Roger A. Fielding from Tufts University described his lab's approach to measuring potential interventions—exercise-based, nutritional, and pharmaceutical—that could promote muscle function in older adults, delving specifically into his work on the distinction between muscle mass and muscle strength.
Muscle strength is related to muscle mass: differences in mass explain about 70% of the variance in strength among 70–85 year-olds. But the two measures also diverge: interventions that increase one do not necessarily increase the other, and changes in muscle mass do not correlate well with changes in strength as people age. This discrepancy prompted Fielding's group to develop a test to measure muscle power. While muscle strength is simply the highest force with which a muscle contraction can be generated, muscle power also includes the speed with which this force can be generated. Their data suggest that loss of power is a stronger indicator of a decline in muscle function than loss of strength.

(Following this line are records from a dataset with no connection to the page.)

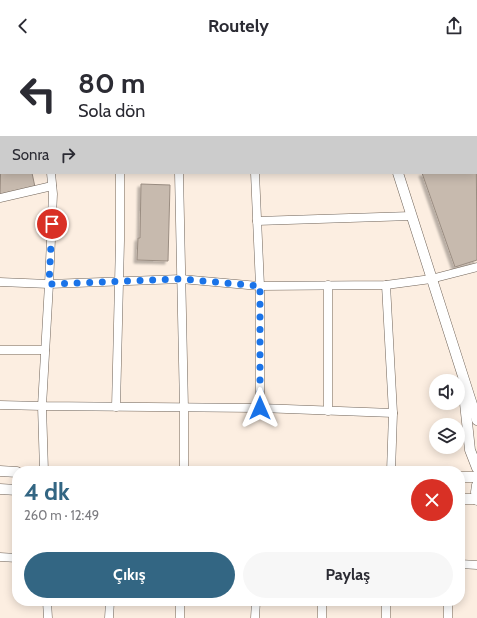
<!DOCTYPE html>
<html lang="tr">
<head>
<meta charset="utf-8">
<style>
	body { margin:0; font-family:Cabin,sans-serif; background:#f7f7f7; color:#2b2b33; height:100vh; display:flex; flex-direction:column; font-size:15px; white-space:nowrap }
	* { box-sizing:border-box; margin:0 }
	p { font-size:13px; color:#7c7c81 }
	.icon { flex:none; width:22px; height:22px; fill:none; stroke:currentColor; stroke-width:2; stroke-linecap:round; stroke-linejoin:round }
	.map { position:relative; flex:1; overflow:hidden }
	.sheet { position:absolute; left:12px; top:414px; width:453px; height:140px; display:flex; flex-direction:column; background:#fff; border-radius:16px; box-shadow:0 2px 10px #0003 }
	.sheet>* { flex:none }
	.top-card { position:absolute; left:0px; top:0px; width:477px; height:122px; box-shadow:0 2px 10px #0003; background:#fff; color:#2b2b33; overflow:hidden }
	.controls { position:absolute; left:429px; top:322px; display:grid; gap:8px }
	.controls a { display:grid; place-items:center; width:36px; height:36px; border-radius:50%; background:#fff; box-shadow:0 2px 10px #0003; font-size:20px }
	.pin { position:absolute; display:grid; place-items:center; width:34px; height:34px; color:#fff; margin:-17px; border:2px solid #fff; border-radius:50%; box-shadow:0 1px 4px #0007 }
	.me { position:absolute; width:44px; margin:-22px; rotate:0deg; stroke-linejoin:round; filter:drop-shadow(0 0 3px #0008) }
	.turn { display:flex; align-items:center; gap:14px; height:84px; padding:0 12px; font-size:18px }
	.turn .icon { width:52px; height:52px; stroke-width:2.5 }
	.turn b { display:block; font-size:28px; line-height:34px }
	.then { display:flex; align-items:center; height:38px; padding:0 12px; background:#0003; gap:8px; font-size:15px }
	.round { display:grid; place-items:center; flex:none; width:42px; height:42px; border-radius:21px; background:#f7f7f7 }
	.headline { display:flex; align-items:center; justify-content:space-between; height:68px; padding:0 12px }
	h1 { font-size:24px; font-weight:800; line-height:30px; color:#336683 }
	.cta { display:flex; gap:8px; margin-top:auto; padding:8px 12px }
	.cta a { flex:1; height:46px; border-radius:24px; background:#336683; color:#fff; font-size:16px; font-weight:800; line-height:46px; text-align:center }
	.cta a+a { background:#f7f7f7; color:#2b2b33 }
	header { display:flex; justify-content:space-between; align-items:center; height:52px; padding:0 12px; background:#fff; font-size:18px; font-weight:800 }
	.map>svg:first-child { display:block }
	.building { fill:#c7baae; stroke:#9a8d82; filter:url(#shadow) }
	.lines { fill:none; stroke-linecap:round; stroke-linejoin:round }
	.service-casing { stroke:#706459; stroke-width:5 }
	.minor-casing { stroke:#706459; stroke-width:9 }
	.tertiary-casing { stroke:#706459; stroke-width:11 }
	.service { stroke:#fff; stroke-width:4 }
	.minor { stroke:#fff; stroke-width:8 }
	.tertiary { stroke:#fff; stroke-width:10 }
	.route { stroke:#1a73e8; stroke-width:7; stroke-dasharray:0 12.6 }
</style>
</head>
<body>
<header><svg class="icon" aria-label="back" viewBox="0 0 24 24"><path d="M15 5l-7 7 7 7"/></svg>Routely<svg class="icon" aria-label="share" viewBox="0 0 24 24"><path d="M12 15V3M7 8l5-5 5 5M5 13v7h14v-7"/></svg></header>
<div class="map">
<svg width="477" height="566" viewBox="0 0 477 566">
	<defs>
		<filter id="shadow"><feDropShadow dx="-3" dy="3" stdDeviation="1" flood-color="#0004"/></filter>
	</defs>
	<rect width="100%" height="100%" fill="#fceee1"/>
	<g class="building">
		<polygon points="145,0 200,0 201,1 145,1"/>
		<rect x="237" y="0" width="42" height="1"/>
		<polygon points="476,71 477,208 455,215 422,121 476,121"/>
		<polygon points="1,104 1,121 32,121 35,135 0,143"/>
		<polygon points="141,132 170,133 168,209 137,208 138,186 140,186"/>
	</g>
	<g class="lines">
		<defs>
			<polyline id="service" points="367,1 367,0"/>
			<g id="minor">
				<polyline points="107,0 107,1"/>
				<polyline points="227,0 227,1"/>
				<polyline points="285,0 286,1"/>
				<polyline points="17,1 22,0"/>
				<polyline points="0,4 1,4"/>
				<polyline points="476,46 477,49"/>
				<polyline points="51,121 53,142 49,232 42,354 260,356 393,361"/>
				<polyline points="179,121 184,356 184,419"/>
				<polyline points="255,121 260,234 260,356"/>
				<polyline points="0,146 52,134"/>
				<polyline points="257,169 411,164"/>
				<polyline points="0,230 49,232 181,227 260,234 386,233 431,227 477,215"/>
				<polyline points="328,233 328,359"/>
				<polyline points="386,233 393,361 391,419"/>
				<polyline points="0,298 45,298"/>
				<polyline points="0,353 42,354 44,419"/>
				<polyline points="116,355 120,189 120,121"/>
				<polyline points="0,505 17,506"/>
				<polyline points="460,512 477,513"/>
				<polyline points="47,549 48,566"/>
				<polyline points="180,549 180,566"/>
				<polyline points="448,549 448,566"/>
				<polyline points="109,566 110,549"/>
				<polyline points="255,566 256,549"/>
				<polyline points="322,566 322,549"/>
				<polyline points="386,566 386,549"/>
			</g>
			<g id="tertiary">
				<polyline points="476,29 477,29"/>
				<polyline points="0,79 1,79"/>
				<polyline points="398,121 477,368"/>
				<polyline points="464,342 470,398 477,416"/>
				<polyline points="0,419 17,420"/>
				<polyline points="460,425 477,425"/>
				<polyline points="477,433 476,440 477,448"/>
				<polyline points="0,437 17,438"/>
				<polyline points="460,447 477,447"/>
			</g>
		</defs>
		<use href="#service" class="service-casing"/>
		<use href="#minor" class="minor-casing"/>
		<use href="#tertiary" class="tertiary-casing"/>
		<use href="#service" class="service"/>
		<use href="#minor" class="minor"/>
		<use href="#tertiary" class="tertiary"/>
	</g>
	<g class="lines">
		<polyline class="route" points="52,172 49,232 181,227 260,234 260,356"/>
	</g>
</svg>
<div class="controls">
<a><svg class="icon" aria-label="sound" viewBox="0 0 24 24"><path d="M4 9h4l5-4v14l-5-4H4zM17 9q2 3 0 6"/></svg></a>
<a><svg class="icon" aria-label="layers" viewBox="0 0 24 24"><path d="M12 4l9 5-9 5-9-5zM3 14l9 5 9-5"/></svg></a>
</div>
<div class="pin" style="left:52px;top:172px;background:#d93025"><svg class="icon" aria-label="arrive" viewBox="0 0 24 24"><path d="M6 21V4h12l-3 4 3 4H6"/></svg></div>
<svg class="me" style="left:260px;top:356px" viewBox="-20 -20 40 40"><path d="M0-17L14 15 0 8-14 15z" fill="#1a73e8" stroke="#fff" stroke-width="4"/></svg>
<div class="top-card">
<div class="turn"><svg class="icon" aria-label="left" viewBox="0 0 24 24"><path d="M17 20v-9H6M10 6l-5 5 5 5"/></svg><div><b>80 m</b>Sola dön</div></div>
<div class="then">Sonra<svg class="icon" aria-label="right" viewBox="0 0 24 24"><path d="M7 20v-9h11M14 6l5 5-5 5"/></svg></div>
</div>
<section class="sheet">
<div class="headline"><div><h1>4 dk</h1><p>260 m · 12:49</p></div><a class="round" style="background:#d93025;color:#fff"><svg class="icon" aria-label="close" viewBox="0 0 24 24"><path d="M6 6l12 12M18 6L6 18"/></svg></a></div>
<div class="cta"><a>Çıkış</a><a>Paylaş</a></div>
</section>
</div>
</body>
</html>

Using a simple performance test, Fielding's lab compared differences in muscle power between healthy middle-aged adults (average age 47 years), healthy older adults (average age 74 years), and mobility-limited older adults (average age 77 years). Leg power was similar in the two healthy groups, but was much reduced in the mobility-limited group—a difference the researchers traced to deficits in the ability of motor neurons to rapidly activate muscle fibers. A follow-up study three years later revealed that an age-related decline in performance in healthy older adults could similarly be explained by decreased neuromuscular activation.
Leg power has been used by other researchers to test interventions for age-related musculoskeletal decline, such as testosterone and potassium bicarbonate, as well as novel drugs for cancer-related muscle wasting. Fielding suggested that the functional limitations researchers observe in the lab may serve as biomarkers for disabilities people experience outside the lab.